Reader Nosy writes us with his take on the Joel Hinrichs case. I am posting it here in its entirety without further comment.

     OK, so there was an isolated incident in Norman where some kook blew himself up outside a football game. He did/didn’t try to enter the stadium multiple times (but was/wasn’t turned away when he refused to have his backpack searched) he did/didn’t have an Islamic style beard, he did/didn’t have Pakistani room mates, he did/didn’t get involved at the local Moslem association, and this new security process has/hasn’t anything to do with the bomb in Norman.
Question: if it was an isolated incident, why change the entire Big 12 security policy?
Question: If the incident requires changing the entire Big 12 security policy, aren’t the security people expecting it to happen again, and thus it cannot be regarded as an “isolated incident”?
The two facts don’t match up at all.
It seems to me that one form of dhimmitude is to refuse to admit that the jihad even exists…
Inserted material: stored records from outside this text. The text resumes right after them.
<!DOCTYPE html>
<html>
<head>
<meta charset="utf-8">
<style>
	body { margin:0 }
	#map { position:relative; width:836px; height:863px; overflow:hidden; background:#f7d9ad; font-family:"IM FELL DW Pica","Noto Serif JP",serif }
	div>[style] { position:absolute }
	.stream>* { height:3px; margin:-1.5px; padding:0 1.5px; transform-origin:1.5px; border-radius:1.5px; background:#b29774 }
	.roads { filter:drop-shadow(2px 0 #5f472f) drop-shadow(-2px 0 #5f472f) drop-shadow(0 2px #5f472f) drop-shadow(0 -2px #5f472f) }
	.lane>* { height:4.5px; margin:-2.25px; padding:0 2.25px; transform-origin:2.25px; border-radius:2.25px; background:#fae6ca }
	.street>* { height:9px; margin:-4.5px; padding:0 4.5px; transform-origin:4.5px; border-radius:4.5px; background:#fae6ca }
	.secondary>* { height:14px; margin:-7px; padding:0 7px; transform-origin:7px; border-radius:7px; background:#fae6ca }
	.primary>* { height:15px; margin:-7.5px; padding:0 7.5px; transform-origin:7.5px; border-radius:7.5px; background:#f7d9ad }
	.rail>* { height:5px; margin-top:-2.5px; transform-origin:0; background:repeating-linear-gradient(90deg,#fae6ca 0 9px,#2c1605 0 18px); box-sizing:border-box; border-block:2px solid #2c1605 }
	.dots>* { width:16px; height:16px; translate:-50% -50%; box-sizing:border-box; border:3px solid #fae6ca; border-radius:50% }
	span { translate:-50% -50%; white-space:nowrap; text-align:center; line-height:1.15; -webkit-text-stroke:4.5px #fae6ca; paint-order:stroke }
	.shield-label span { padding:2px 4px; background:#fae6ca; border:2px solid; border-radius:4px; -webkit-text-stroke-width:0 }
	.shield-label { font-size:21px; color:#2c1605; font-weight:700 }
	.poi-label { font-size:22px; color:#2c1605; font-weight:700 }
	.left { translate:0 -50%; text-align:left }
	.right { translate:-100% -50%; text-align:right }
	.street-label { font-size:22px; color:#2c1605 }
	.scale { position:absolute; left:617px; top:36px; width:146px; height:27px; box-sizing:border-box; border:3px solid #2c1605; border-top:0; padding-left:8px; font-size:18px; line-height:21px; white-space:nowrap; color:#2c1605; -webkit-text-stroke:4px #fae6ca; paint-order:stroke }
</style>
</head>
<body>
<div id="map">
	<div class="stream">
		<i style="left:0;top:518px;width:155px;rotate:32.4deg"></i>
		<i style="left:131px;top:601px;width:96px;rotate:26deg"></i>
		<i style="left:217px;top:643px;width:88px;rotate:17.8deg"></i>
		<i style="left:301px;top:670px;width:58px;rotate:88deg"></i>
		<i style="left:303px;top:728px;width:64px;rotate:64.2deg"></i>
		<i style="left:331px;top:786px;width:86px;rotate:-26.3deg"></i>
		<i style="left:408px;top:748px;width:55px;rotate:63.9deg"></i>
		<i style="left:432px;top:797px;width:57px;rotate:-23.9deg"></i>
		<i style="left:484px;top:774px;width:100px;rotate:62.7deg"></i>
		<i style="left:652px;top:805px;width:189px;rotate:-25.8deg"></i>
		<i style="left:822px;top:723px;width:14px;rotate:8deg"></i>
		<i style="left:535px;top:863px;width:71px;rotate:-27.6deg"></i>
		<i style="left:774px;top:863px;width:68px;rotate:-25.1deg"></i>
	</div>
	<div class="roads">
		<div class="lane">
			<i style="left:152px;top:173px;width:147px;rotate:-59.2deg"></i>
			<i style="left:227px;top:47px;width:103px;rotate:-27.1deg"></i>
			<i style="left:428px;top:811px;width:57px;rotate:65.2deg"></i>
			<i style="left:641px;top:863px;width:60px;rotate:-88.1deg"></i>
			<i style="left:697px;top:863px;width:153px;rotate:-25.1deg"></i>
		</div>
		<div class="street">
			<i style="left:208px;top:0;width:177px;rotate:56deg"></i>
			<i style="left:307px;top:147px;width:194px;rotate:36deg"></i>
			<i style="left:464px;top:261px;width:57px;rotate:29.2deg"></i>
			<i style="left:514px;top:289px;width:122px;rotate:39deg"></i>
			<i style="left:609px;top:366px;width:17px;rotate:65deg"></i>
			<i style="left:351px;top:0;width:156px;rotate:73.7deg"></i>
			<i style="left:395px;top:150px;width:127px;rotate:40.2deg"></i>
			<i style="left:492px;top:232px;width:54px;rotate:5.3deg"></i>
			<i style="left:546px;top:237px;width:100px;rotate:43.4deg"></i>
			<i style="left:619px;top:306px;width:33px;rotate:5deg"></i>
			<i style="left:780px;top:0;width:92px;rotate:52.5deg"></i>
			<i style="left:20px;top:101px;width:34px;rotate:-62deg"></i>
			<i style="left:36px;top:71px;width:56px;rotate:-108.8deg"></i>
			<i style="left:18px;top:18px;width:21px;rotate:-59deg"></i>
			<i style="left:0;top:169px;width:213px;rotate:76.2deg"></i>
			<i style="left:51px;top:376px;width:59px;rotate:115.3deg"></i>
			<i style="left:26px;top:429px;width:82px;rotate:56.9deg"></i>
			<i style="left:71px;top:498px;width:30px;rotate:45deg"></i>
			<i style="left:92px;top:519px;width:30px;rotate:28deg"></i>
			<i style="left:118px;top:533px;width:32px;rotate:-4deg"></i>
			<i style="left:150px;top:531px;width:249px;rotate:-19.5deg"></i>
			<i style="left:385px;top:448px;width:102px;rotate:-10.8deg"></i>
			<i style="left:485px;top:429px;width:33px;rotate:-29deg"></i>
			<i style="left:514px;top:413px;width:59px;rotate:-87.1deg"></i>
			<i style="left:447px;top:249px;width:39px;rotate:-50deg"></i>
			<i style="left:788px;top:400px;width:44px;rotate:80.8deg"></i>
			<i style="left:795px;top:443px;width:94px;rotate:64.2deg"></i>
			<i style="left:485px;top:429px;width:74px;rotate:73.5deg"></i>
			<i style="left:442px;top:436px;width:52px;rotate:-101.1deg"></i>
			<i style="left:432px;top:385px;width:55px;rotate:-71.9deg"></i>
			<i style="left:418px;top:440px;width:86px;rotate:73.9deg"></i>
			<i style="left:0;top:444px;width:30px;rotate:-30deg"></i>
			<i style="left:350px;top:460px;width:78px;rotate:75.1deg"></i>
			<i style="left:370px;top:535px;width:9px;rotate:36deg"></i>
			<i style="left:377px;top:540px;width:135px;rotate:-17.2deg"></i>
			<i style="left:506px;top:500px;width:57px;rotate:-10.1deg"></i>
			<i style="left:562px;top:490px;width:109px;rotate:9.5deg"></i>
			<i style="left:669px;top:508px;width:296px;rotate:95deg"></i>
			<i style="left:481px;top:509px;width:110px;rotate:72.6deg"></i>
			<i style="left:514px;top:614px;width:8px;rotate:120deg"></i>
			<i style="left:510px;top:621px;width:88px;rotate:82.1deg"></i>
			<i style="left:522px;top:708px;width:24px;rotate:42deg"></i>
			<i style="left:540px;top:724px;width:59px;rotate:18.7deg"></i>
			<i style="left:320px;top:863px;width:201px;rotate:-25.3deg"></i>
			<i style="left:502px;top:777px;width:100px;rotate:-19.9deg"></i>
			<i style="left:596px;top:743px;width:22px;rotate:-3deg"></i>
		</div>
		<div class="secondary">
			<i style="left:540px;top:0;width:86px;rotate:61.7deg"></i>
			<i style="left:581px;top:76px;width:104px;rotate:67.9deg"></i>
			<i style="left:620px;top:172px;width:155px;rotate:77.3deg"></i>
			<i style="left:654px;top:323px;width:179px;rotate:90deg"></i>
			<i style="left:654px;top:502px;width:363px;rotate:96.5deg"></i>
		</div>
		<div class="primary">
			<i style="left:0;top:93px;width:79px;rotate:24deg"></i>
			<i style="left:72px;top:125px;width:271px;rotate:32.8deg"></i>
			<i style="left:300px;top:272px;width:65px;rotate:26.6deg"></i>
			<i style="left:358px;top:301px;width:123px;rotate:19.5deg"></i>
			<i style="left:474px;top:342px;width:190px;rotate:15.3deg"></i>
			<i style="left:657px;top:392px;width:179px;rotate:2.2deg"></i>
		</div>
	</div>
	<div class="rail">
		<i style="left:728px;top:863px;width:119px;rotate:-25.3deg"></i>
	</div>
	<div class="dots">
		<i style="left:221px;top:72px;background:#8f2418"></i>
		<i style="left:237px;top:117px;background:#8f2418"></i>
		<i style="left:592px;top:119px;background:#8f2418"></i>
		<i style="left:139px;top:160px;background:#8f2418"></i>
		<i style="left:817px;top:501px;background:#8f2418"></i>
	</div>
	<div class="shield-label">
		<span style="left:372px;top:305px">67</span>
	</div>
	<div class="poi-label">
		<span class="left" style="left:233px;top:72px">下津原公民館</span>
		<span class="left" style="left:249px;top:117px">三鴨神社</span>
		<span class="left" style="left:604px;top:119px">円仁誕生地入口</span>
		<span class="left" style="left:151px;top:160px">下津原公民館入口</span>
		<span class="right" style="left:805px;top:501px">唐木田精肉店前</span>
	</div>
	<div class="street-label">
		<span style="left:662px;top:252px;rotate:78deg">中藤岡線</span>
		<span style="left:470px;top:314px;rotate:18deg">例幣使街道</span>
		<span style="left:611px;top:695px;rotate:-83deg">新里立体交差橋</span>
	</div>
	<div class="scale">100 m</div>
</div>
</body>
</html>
5 thoughts on “Dhimmi Doublethink

  1. It seems to me that one form of dhimmitude is to refuse to admit that the jihad even exists…
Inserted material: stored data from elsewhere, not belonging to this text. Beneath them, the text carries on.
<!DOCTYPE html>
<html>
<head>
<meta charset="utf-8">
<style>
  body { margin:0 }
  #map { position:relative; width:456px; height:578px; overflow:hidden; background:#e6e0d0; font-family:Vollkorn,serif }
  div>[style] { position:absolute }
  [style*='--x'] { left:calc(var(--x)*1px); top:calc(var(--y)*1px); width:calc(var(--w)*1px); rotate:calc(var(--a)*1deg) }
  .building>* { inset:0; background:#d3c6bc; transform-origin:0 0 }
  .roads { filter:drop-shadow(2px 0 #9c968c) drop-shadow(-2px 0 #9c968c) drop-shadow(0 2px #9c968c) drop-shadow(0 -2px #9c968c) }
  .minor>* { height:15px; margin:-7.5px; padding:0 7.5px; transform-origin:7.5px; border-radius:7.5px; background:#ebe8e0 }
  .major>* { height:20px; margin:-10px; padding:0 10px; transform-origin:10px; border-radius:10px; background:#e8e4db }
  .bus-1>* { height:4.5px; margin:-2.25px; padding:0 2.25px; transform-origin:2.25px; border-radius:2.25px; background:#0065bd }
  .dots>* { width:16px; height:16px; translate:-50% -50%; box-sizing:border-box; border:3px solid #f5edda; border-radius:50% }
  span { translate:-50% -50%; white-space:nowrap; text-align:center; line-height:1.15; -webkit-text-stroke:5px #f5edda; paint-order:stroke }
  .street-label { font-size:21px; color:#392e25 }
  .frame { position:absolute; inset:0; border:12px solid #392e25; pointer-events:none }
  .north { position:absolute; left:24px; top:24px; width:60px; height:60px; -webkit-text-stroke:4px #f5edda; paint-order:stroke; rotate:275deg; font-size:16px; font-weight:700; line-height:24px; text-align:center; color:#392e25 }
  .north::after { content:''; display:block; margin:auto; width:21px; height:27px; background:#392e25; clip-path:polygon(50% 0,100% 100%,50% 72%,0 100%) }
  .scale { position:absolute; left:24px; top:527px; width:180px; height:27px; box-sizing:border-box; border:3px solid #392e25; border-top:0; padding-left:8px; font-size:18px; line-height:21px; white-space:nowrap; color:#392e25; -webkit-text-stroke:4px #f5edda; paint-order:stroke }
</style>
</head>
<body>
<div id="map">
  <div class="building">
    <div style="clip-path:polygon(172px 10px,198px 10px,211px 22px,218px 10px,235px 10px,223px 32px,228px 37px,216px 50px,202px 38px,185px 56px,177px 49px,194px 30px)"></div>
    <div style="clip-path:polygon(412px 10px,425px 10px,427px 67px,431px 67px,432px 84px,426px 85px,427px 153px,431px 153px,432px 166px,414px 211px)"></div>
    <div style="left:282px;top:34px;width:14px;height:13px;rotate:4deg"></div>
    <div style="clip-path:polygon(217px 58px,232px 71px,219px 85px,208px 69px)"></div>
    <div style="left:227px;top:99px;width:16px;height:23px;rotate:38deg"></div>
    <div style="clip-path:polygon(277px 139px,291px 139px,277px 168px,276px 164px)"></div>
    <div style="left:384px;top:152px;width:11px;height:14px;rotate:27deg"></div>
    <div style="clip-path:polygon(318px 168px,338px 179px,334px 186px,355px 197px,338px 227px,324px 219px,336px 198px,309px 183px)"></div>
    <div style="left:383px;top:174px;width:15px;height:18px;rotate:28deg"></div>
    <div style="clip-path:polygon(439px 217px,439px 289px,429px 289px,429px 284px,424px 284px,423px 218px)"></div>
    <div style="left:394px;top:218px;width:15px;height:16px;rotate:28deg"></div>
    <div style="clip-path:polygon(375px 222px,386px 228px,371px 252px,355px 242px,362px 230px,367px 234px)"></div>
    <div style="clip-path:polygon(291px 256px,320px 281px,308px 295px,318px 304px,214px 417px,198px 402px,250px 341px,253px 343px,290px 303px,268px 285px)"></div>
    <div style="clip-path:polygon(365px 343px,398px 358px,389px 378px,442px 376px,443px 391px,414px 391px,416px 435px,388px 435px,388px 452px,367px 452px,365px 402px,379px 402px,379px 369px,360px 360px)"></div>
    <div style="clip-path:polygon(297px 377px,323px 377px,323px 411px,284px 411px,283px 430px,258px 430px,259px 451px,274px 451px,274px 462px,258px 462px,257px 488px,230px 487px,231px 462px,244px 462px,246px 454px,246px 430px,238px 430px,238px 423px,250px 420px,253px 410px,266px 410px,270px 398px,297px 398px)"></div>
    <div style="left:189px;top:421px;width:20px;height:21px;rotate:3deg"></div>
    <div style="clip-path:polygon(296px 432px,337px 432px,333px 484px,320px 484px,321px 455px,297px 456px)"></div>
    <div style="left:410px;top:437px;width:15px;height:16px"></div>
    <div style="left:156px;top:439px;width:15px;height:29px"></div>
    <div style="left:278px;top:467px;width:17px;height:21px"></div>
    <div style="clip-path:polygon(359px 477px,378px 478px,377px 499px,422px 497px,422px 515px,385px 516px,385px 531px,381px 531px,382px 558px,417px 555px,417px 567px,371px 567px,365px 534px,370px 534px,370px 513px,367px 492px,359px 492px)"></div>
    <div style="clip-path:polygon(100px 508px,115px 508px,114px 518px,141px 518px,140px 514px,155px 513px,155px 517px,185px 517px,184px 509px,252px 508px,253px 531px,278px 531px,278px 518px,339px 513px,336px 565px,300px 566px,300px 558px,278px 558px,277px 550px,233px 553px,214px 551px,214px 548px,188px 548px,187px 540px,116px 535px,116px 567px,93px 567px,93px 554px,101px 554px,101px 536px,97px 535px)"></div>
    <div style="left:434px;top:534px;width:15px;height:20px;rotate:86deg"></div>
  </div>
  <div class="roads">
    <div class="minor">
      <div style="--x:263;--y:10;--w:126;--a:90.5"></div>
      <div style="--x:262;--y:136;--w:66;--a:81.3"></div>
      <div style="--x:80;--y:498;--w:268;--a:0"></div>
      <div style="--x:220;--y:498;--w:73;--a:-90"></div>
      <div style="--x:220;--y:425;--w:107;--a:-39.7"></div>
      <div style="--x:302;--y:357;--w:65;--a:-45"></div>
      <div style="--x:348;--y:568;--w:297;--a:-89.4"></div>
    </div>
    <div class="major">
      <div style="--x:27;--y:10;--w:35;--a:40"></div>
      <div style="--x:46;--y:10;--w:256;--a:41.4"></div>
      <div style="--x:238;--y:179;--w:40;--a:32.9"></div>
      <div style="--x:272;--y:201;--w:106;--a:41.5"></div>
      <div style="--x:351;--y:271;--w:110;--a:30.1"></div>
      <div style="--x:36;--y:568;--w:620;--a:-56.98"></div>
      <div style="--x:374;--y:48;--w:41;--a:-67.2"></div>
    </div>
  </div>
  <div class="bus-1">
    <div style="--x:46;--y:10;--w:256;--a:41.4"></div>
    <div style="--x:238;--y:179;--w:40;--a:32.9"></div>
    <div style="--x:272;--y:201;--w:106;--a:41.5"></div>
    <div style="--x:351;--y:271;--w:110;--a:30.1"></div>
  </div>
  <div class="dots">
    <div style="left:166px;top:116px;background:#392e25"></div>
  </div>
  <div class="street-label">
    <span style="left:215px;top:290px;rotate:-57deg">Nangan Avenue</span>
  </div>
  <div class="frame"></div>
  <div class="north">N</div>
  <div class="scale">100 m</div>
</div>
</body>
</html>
    That is the most concise statement I have seen of the situation. It runs rife in academia apparently. To repeat my favorite line from yesterday’s reading, “Something so obvious only an intellectual couldn’t see it.”

  2. But his father says he was not a Muslim and the local MSA says they don’t know him, and no conclusive proof has been found indicating that he was indeed a Muslim. His death has been universally portrayed by officials and the mainstream media as an individual suicide, albeit in a rather bizarre fashion.

    Mosques: The mosque would necessarily want to avoid implicating themselves in his attendance at their place of worship.
    It would certainly subject them to intense scrutiny.

    Father: Of course his father will defend his honor. It’s part of what fathers do, even if mis-guided.

    With the college football season not even half over, of course the powers that make all the cash do not want to cause alarm. (while this may not be the main reason for downplaying what happened, you know it’s in the equation).

    The Bush administration should make a statement, I think we can handle the truth.

  3. Hmmm, the statements of fathers… Well, just look how Hassan Ackbar’s father describes him. Pillar of the community who was a target of racist policies and all…

    The reason policies like that get changed (even if there is no conspiracy involved) is because of a need to be seen by the electorate as “doing something” even if nothing is necessary, or what is being done is absolutely no help at all. No one wants to get caught in the crosshairs twice and get hit with Ed Bradley shoving a microphone in one’s face yelling, “BUT WHY DIDN’T YOU CHANGE THIS POLICY THE FIRST TIME??? [insert racist allegation here]”

    Once again, politicos seem to think a perception of activity is enough, rather than actual progress on an issue.

  4. If only the MSM would weigh in on this, we could do away with this nagging superposition of conflicting facts, and finally have the definitive version.

    Then we could get back to gathering enough grain to pay the jiziya.